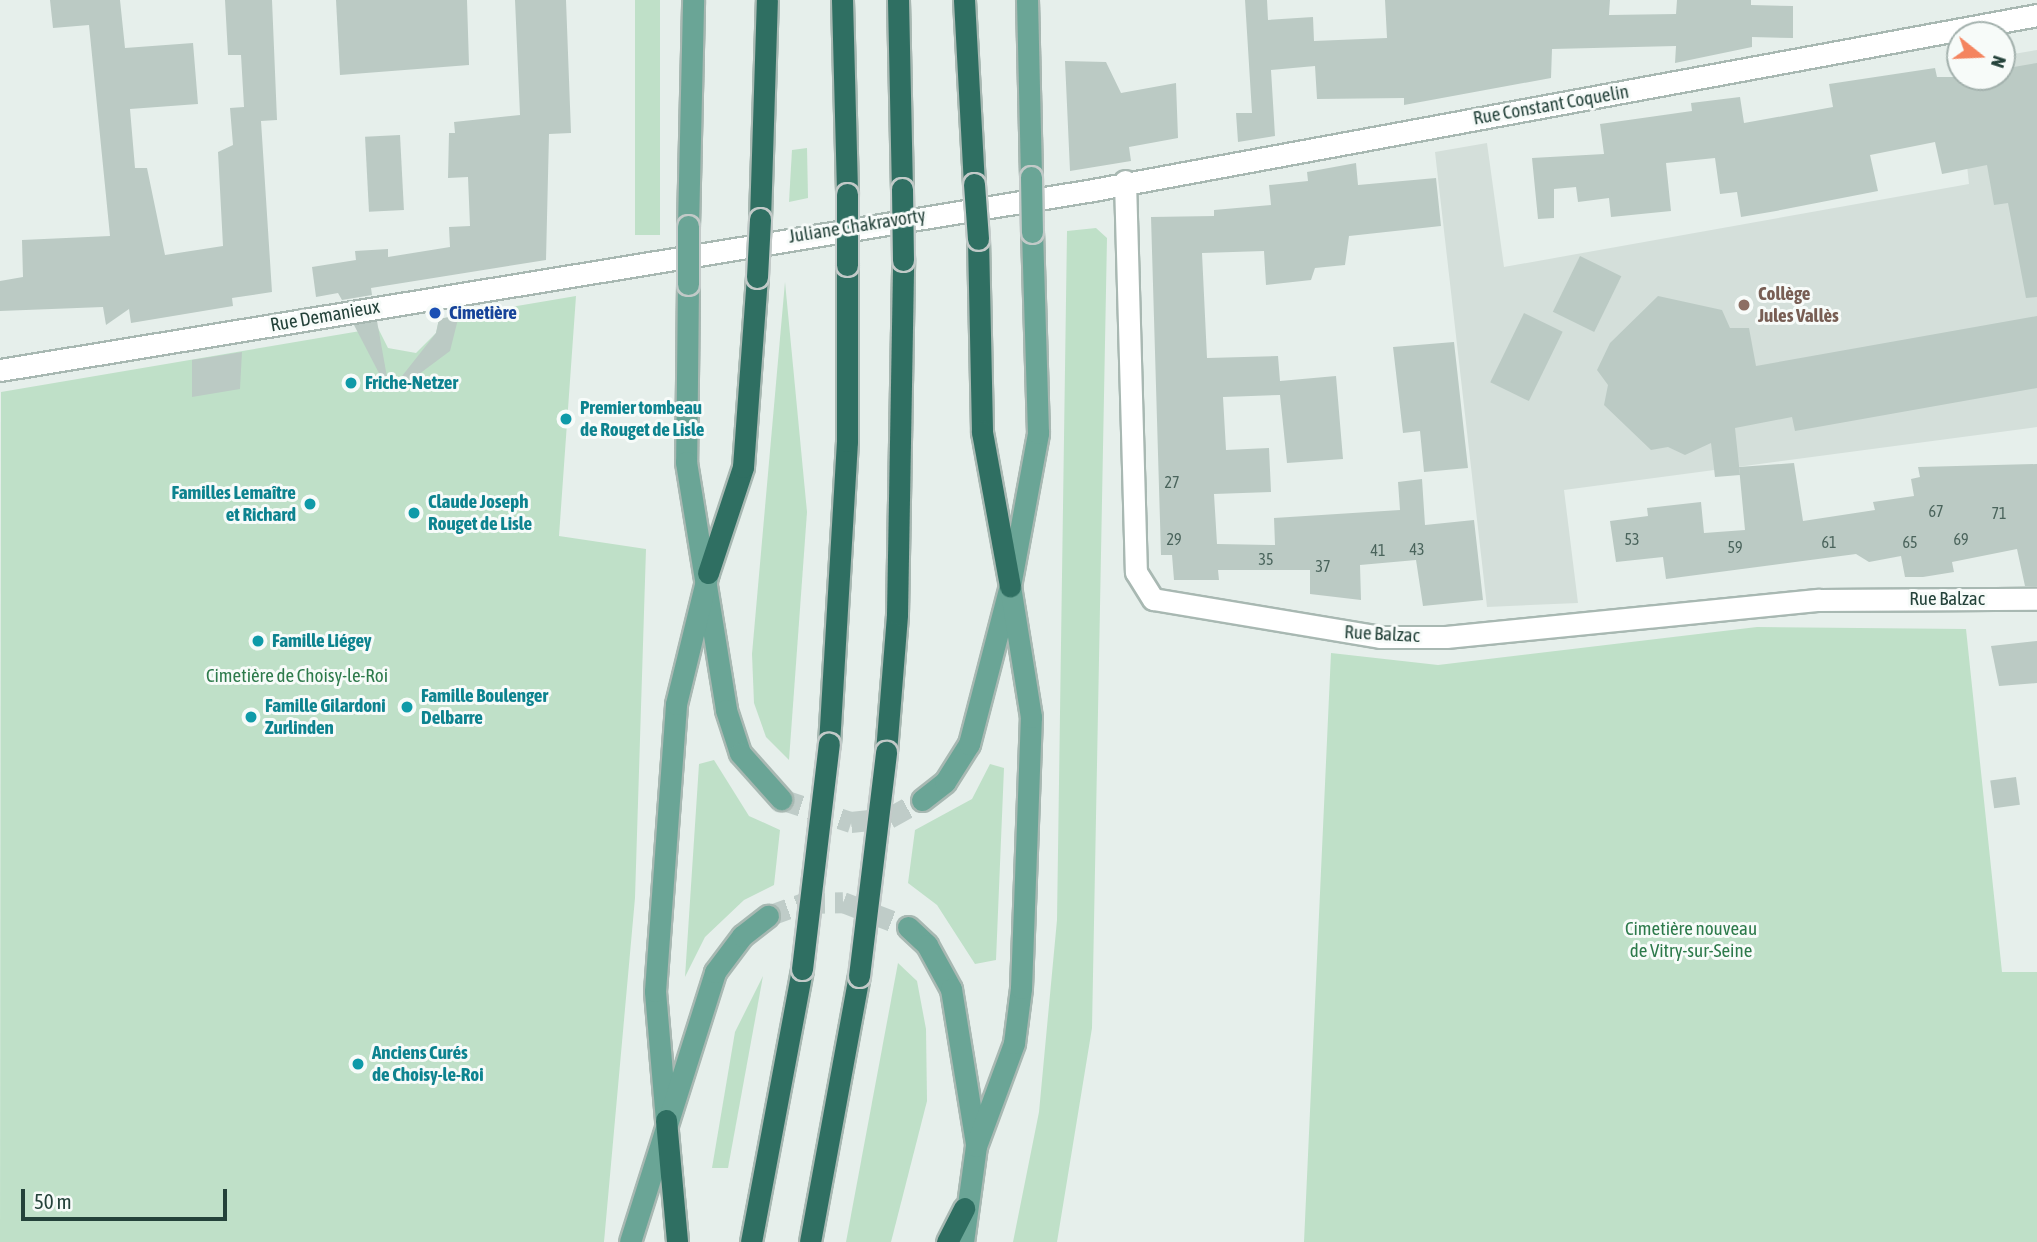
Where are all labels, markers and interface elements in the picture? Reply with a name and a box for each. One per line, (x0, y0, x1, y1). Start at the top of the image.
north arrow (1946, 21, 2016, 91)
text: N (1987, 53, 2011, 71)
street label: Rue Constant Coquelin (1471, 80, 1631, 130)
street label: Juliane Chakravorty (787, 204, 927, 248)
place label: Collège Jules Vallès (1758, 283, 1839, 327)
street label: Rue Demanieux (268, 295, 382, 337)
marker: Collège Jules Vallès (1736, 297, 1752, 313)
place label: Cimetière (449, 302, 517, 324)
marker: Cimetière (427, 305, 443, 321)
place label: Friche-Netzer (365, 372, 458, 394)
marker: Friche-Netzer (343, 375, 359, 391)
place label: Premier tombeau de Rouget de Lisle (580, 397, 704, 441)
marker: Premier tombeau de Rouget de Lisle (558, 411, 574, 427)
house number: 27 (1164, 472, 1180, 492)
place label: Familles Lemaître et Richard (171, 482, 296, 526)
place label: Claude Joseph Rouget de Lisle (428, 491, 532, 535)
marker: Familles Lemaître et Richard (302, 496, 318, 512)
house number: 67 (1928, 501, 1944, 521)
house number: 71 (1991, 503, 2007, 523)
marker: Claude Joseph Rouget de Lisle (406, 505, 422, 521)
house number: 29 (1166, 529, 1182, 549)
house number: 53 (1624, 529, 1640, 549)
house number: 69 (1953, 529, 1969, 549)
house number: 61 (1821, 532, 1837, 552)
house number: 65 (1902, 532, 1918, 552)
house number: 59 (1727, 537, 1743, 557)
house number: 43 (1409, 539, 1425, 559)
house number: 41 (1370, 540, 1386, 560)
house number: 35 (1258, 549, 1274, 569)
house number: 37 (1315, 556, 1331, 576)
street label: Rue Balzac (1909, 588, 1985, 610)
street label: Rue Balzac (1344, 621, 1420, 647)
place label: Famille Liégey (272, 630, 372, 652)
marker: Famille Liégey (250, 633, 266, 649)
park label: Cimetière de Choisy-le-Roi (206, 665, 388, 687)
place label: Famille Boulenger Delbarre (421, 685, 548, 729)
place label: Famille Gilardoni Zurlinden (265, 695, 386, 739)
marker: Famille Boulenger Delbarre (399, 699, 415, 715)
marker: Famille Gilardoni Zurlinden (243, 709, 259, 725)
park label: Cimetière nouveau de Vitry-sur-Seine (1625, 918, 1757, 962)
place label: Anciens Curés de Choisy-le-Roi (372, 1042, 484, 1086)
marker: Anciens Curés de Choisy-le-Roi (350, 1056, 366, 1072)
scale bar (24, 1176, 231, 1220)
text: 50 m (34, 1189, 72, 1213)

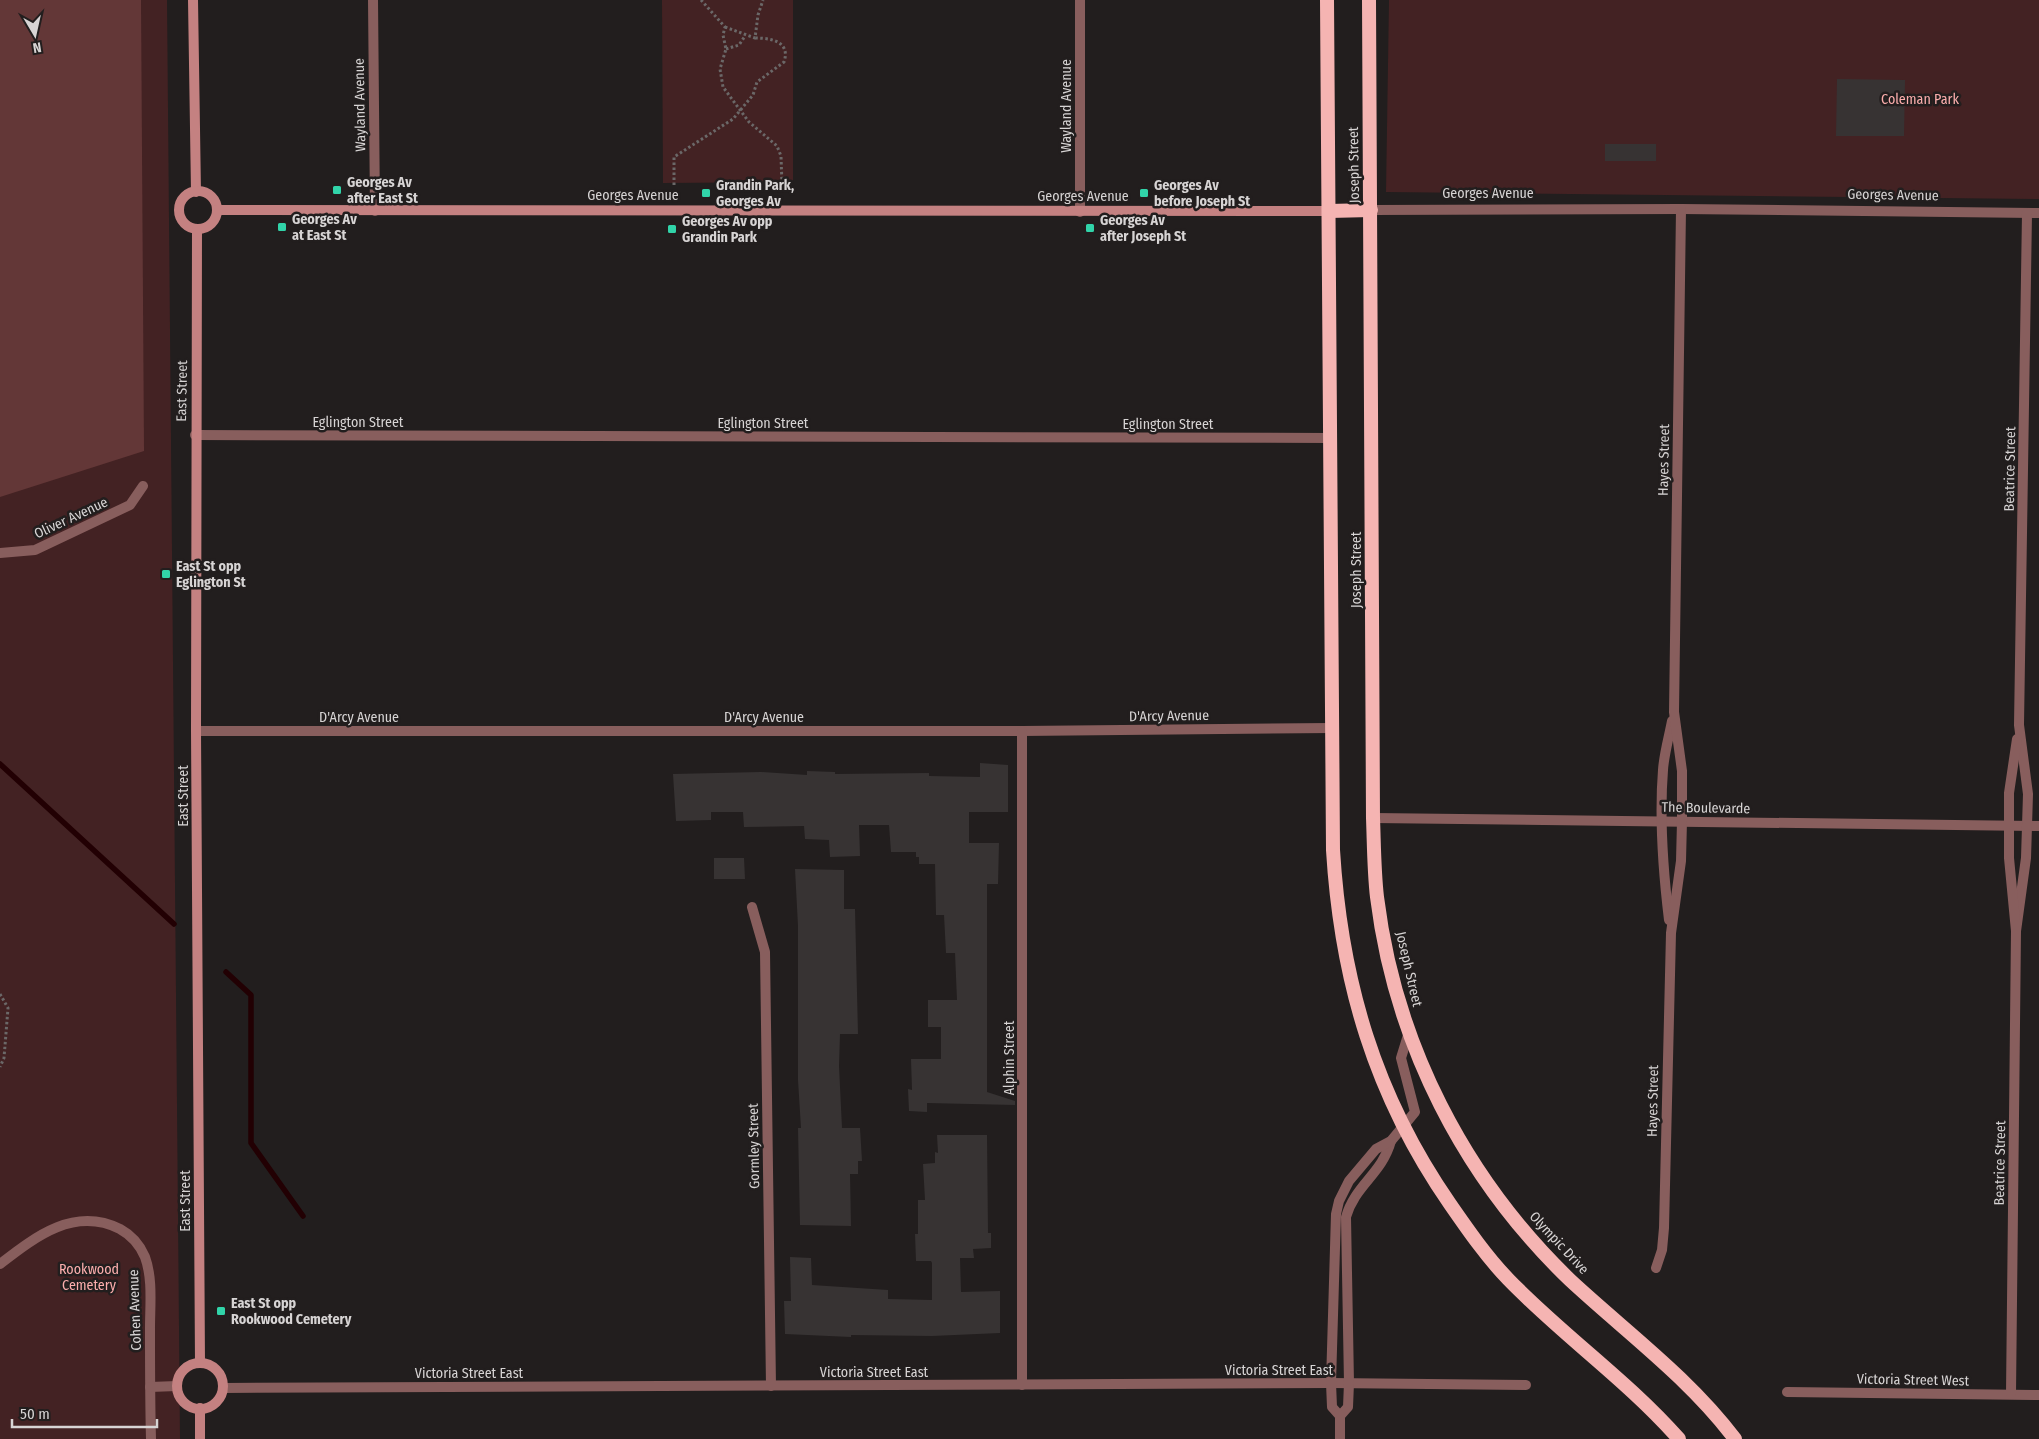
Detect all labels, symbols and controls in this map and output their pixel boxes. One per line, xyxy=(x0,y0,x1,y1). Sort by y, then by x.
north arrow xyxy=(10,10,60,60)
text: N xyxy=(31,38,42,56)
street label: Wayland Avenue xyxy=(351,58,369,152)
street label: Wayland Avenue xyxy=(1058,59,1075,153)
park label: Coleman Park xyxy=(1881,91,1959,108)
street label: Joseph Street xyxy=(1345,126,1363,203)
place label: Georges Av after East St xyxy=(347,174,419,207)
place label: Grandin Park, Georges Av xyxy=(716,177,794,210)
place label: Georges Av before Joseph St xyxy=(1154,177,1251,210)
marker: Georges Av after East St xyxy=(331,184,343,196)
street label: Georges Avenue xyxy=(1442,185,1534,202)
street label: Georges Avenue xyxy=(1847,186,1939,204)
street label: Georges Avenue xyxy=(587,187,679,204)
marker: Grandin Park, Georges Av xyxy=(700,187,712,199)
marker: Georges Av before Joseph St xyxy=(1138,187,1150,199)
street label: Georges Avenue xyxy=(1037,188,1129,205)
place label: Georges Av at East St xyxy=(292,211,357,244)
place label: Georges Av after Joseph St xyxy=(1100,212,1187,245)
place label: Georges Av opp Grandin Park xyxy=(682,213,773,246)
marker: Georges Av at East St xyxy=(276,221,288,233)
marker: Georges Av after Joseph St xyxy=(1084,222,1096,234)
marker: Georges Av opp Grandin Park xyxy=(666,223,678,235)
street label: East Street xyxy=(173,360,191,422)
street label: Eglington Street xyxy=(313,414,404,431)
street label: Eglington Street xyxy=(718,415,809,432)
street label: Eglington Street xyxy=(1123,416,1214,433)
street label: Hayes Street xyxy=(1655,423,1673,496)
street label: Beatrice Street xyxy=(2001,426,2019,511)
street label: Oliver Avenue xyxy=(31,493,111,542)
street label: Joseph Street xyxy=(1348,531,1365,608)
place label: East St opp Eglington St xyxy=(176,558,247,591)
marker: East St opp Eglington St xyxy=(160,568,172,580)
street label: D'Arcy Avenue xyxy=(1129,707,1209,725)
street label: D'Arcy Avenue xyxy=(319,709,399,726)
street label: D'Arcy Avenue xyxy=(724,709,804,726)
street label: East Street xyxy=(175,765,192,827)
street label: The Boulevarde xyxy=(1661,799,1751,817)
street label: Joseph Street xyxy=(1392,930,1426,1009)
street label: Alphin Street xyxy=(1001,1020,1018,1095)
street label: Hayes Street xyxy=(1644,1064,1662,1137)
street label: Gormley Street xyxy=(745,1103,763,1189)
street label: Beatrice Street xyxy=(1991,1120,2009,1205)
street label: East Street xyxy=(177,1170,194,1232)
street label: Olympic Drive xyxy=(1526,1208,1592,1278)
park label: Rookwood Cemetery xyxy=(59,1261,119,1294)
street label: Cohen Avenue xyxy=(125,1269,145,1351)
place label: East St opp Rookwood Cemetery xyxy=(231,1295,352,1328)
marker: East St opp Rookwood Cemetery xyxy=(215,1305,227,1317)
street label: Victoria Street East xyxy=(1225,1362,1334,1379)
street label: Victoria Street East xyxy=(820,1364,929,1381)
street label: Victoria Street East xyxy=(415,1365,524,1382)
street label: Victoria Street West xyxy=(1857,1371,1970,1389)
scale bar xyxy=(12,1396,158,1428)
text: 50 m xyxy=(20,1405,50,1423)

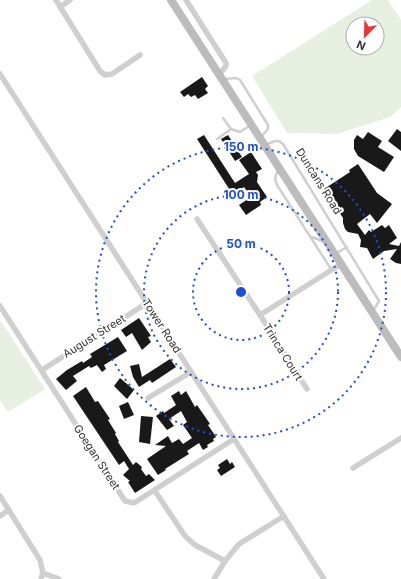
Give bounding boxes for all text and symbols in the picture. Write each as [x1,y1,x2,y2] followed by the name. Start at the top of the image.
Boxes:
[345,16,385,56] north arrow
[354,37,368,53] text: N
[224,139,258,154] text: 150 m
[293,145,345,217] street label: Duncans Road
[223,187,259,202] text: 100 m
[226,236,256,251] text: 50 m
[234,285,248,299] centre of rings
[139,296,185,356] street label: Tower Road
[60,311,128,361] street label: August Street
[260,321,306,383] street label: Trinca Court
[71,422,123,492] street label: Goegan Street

Task requirements — Copy out all lines above holding "Rouget".

Worked solution —
place label: Premier tombeau de Rouget de Lisle (580, 397, 704, 441)
marker: Premier tombeau de Rouget de Lisle (558, 411, 574, 427)
place label: Claude Joseph Rouget de Lisle (428, 491, 532, 535)
marker: Claude Joseph Rouget de Lisle (406, 505, 422, 521)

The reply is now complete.